→ Problem statement:
Where a line holds the word "Math", copy that line from the data below.
· · · · ·
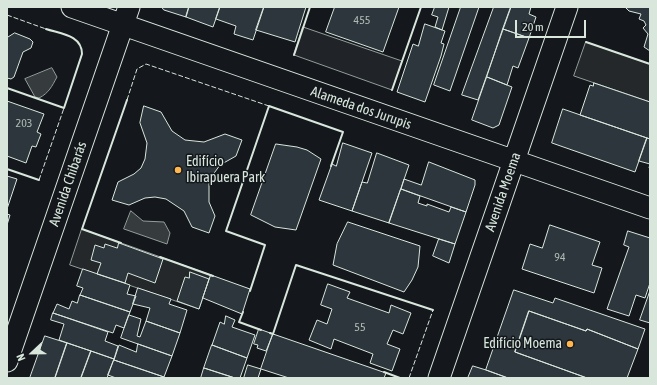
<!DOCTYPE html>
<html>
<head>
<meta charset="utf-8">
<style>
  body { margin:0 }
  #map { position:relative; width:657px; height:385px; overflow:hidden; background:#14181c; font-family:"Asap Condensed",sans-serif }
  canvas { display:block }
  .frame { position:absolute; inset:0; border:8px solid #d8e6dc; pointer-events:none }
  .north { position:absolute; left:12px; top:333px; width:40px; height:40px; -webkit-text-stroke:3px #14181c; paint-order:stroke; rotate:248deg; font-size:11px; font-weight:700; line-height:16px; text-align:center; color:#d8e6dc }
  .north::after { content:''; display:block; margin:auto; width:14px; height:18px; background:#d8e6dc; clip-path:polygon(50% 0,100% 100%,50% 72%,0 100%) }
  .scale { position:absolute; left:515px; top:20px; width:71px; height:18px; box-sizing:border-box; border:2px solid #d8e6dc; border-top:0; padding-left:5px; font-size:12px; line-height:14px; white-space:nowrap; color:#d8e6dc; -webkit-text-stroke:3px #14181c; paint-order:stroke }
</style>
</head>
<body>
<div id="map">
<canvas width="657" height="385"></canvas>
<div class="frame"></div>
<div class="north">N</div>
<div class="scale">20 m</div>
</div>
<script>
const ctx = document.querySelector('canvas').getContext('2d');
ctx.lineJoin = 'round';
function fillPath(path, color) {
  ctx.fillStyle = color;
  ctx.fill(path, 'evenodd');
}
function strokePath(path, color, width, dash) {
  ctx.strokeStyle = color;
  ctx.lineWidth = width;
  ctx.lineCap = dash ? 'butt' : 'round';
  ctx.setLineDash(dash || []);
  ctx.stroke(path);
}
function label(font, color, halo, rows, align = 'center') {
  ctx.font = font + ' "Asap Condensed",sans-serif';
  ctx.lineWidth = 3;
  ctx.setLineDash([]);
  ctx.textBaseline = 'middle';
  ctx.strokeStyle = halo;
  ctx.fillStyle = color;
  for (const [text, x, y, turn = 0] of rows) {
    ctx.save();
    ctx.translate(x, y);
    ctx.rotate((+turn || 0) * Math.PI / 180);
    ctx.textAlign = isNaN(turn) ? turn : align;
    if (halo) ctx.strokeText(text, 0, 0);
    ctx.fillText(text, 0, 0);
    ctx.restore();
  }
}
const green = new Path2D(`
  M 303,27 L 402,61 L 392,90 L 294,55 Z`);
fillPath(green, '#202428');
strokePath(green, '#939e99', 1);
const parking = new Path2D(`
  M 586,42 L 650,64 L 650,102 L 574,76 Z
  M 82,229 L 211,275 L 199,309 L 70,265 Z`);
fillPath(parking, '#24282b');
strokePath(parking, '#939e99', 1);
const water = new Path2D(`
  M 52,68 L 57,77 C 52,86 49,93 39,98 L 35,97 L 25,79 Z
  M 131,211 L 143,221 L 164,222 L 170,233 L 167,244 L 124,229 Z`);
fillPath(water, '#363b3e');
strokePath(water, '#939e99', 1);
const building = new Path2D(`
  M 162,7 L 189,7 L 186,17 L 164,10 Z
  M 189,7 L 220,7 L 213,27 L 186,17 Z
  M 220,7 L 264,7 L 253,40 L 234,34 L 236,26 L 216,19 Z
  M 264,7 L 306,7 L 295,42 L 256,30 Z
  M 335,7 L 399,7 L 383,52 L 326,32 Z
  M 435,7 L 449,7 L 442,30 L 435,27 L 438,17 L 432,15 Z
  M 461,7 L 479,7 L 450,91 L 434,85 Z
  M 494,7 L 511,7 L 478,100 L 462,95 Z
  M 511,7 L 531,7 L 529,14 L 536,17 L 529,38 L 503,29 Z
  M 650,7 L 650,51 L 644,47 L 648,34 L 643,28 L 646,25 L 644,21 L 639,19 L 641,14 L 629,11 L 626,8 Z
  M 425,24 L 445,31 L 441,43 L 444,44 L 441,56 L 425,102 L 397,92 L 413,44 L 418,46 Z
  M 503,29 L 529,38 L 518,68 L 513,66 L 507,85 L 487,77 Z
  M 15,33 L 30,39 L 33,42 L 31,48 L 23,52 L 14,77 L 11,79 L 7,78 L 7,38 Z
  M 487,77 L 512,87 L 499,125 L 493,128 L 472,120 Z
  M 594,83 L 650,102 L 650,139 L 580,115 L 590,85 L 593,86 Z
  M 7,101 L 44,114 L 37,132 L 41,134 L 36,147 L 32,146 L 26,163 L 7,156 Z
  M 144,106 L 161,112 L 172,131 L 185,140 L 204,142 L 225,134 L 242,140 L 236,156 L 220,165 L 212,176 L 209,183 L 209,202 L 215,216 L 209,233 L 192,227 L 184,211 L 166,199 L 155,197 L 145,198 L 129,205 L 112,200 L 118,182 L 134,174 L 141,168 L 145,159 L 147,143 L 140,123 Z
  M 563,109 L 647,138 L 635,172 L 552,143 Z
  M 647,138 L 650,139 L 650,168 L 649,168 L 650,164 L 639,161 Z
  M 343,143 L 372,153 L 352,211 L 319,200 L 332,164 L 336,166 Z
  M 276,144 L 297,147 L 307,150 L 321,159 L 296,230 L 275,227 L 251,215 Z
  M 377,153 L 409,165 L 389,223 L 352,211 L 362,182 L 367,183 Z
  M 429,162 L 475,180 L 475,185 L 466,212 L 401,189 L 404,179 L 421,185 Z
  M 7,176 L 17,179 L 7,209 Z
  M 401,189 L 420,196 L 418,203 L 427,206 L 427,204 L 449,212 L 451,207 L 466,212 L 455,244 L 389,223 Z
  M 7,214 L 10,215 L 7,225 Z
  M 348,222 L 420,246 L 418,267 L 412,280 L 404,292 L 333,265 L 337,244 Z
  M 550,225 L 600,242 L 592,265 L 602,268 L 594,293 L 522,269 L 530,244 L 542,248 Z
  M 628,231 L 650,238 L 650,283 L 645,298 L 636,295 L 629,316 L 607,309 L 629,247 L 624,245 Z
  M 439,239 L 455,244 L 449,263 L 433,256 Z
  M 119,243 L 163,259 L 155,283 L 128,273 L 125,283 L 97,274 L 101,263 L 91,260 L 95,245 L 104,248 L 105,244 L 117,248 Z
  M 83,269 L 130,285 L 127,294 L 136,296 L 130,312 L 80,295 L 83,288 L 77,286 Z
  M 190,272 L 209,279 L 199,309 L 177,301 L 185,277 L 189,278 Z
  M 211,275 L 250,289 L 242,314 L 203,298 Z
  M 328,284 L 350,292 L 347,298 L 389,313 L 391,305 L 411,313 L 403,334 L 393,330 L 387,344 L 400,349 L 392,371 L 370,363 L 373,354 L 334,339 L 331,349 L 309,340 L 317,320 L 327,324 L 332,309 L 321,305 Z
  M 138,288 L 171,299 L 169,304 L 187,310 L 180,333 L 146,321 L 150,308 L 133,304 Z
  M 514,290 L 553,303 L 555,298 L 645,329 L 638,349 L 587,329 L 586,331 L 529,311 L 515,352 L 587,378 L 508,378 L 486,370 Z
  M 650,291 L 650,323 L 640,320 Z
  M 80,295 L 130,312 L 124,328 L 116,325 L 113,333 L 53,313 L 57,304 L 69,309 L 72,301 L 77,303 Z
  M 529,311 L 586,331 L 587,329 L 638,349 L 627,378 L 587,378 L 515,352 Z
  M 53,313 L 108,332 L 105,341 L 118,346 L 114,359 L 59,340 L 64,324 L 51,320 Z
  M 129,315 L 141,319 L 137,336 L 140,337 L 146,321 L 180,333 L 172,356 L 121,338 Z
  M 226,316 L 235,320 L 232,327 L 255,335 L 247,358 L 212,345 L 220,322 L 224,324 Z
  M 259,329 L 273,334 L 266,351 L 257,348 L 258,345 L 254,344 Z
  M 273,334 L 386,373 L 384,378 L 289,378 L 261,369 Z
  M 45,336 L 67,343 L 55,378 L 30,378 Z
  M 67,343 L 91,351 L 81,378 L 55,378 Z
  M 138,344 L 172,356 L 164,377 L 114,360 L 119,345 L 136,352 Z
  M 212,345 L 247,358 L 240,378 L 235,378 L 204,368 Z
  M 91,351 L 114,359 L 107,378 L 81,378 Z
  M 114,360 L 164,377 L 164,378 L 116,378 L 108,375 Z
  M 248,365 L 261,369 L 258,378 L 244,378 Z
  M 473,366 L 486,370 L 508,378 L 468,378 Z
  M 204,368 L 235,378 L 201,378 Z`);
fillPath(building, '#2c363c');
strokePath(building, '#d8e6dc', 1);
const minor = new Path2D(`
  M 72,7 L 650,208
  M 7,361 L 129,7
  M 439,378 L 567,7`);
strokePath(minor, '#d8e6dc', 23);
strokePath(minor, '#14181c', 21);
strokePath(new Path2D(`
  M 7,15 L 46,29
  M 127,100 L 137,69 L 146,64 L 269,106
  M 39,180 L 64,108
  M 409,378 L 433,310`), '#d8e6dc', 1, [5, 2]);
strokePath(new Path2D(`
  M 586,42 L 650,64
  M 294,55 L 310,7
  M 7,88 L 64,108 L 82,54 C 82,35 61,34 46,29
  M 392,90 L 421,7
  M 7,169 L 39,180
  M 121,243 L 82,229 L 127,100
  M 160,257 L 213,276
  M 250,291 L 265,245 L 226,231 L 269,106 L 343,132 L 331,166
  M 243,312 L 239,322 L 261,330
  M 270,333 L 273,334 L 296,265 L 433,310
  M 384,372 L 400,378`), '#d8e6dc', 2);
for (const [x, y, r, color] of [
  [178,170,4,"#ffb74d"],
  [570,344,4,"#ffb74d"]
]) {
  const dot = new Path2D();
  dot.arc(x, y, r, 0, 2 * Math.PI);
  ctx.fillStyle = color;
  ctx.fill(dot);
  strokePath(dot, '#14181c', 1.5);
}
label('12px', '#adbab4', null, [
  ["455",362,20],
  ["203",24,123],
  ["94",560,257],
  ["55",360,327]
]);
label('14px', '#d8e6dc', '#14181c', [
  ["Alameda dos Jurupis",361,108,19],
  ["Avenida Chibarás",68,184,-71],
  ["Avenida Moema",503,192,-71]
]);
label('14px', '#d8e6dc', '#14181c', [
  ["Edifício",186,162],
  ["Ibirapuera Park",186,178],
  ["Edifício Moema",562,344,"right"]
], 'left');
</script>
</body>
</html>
· · · · ·
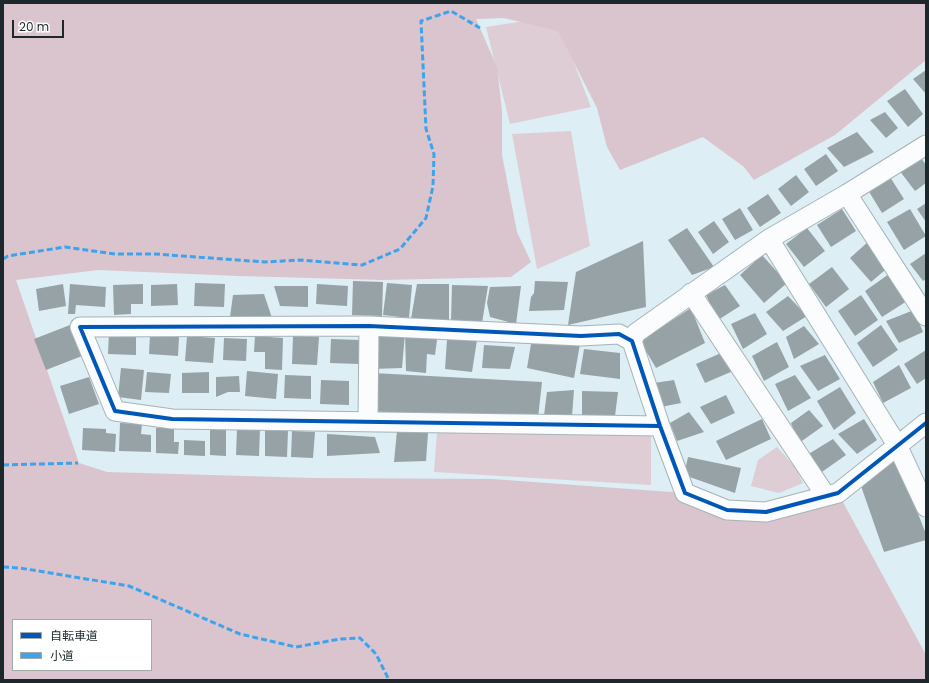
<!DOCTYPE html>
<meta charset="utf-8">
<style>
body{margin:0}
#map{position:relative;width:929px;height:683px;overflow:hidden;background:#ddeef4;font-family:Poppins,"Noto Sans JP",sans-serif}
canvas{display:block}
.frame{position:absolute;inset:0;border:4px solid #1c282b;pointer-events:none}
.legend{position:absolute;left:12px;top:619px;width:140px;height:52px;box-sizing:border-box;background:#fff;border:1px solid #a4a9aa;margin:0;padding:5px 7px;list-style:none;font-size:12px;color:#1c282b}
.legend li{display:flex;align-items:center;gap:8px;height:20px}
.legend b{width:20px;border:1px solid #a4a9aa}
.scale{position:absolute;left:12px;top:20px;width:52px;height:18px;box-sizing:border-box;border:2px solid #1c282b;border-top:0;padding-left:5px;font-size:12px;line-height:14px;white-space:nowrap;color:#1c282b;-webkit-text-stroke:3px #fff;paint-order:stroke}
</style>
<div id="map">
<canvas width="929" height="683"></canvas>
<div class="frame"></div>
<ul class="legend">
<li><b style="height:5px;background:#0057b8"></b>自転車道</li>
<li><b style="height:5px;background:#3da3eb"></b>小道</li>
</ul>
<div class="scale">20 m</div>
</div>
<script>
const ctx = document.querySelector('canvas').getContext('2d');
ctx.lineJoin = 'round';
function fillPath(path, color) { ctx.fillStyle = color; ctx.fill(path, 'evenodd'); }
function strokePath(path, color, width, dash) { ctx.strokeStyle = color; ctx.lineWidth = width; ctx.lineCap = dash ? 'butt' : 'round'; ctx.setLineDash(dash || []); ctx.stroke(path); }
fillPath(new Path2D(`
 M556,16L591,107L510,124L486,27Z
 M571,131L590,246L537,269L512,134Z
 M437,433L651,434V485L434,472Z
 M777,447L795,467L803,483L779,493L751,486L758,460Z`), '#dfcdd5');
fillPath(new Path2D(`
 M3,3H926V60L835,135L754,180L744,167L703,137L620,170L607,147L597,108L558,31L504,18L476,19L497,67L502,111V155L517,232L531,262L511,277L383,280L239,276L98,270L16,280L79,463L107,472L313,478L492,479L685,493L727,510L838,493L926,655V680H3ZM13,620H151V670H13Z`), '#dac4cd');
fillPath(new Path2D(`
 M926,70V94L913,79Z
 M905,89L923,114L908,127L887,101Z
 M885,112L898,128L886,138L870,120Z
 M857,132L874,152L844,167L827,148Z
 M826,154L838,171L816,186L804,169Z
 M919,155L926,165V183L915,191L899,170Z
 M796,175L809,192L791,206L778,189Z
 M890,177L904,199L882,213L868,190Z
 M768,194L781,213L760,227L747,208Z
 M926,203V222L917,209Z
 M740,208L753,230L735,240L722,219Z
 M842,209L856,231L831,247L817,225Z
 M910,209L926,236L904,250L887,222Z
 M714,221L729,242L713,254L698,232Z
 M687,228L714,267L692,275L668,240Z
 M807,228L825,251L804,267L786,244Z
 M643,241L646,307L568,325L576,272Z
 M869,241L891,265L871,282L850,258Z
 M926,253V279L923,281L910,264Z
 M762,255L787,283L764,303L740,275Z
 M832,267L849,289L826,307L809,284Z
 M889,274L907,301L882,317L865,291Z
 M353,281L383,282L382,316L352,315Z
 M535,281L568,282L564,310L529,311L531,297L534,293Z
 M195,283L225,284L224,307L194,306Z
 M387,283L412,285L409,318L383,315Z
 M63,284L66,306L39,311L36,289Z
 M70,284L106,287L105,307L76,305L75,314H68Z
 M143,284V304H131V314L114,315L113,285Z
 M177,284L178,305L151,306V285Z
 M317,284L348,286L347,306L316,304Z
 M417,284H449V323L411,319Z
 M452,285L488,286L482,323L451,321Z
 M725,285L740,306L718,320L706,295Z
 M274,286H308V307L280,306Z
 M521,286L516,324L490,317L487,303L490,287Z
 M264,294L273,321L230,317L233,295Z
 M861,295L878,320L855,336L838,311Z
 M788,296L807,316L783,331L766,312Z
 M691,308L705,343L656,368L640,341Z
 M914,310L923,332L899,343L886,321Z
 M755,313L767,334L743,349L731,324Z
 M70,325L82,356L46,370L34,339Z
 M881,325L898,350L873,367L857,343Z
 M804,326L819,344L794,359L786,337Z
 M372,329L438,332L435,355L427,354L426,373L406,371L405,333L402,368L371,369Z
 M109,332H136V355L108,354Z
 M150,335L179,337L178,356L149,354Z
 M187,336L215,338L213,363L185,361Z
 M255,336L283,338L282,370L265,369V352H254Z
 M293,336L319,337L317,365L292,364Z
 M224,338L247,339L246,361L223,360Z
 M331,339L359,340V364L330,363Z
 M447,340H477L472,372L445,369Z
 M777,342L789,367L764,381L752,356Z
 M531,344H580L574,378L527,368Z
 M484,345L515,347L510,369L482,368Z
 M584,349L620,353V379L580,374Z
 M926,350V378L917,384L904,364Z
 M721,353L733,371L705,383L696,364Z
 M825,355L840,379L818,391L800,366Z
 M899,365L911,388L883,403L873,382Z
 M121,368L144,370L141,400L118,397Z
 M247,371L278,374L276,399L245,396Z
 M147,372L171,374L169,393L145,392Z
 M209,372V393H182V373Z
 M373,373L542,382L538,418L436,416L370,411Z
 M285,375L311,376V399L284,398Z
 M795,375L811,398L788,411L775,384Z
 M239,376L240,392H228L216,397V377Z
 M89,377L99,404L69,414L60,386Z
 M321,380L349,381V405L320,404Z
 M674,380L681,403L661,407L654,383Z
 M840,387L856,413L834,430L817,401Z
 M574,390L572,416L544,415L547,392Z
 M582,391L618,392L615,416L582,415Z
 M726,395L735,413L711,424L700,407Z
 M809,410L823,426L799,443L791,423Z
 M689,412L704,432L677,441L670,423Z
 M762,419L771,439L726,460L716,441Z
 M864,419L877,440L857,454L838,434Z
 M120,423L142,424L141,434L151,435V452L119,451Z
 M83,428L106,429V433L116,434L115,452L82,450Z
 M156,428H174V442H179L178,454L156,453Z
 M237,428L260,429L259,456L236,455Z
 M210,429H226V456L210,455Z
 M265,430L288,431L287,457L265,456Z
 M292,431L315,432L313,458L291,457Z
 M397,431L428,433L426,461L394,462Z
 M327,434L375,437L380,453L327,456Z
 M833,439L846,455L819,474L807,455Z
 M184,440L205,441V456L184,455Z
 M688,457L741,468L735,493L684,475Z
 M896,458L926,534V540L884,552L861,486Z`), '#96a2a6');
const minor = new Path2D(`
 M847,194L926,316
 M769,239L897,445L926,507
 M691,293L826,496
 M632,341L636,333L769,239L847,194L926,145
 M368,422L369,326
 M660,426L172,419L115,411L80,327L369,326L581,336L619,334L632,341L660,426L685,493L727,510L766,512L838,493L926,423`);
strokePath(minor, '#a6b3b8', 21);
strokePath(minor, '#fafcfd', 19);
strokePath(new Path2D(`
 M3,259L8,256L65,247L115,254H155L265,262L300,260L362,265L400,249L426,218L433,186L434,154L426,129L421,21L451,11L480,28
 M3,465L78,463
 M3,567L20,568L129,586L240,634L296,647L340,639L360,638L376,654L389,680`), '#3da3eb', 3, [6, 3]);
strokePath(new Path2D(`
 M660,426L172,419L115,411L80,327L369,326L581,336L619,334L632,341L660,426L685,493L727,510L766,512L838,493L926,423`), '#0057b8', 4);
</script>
· · · · ·
→ Task solution:
    ctx.rotate((+turn || 0) * Math.PI / 180);
  dot.arc(x, y, r, 0, 2 * Math.PI);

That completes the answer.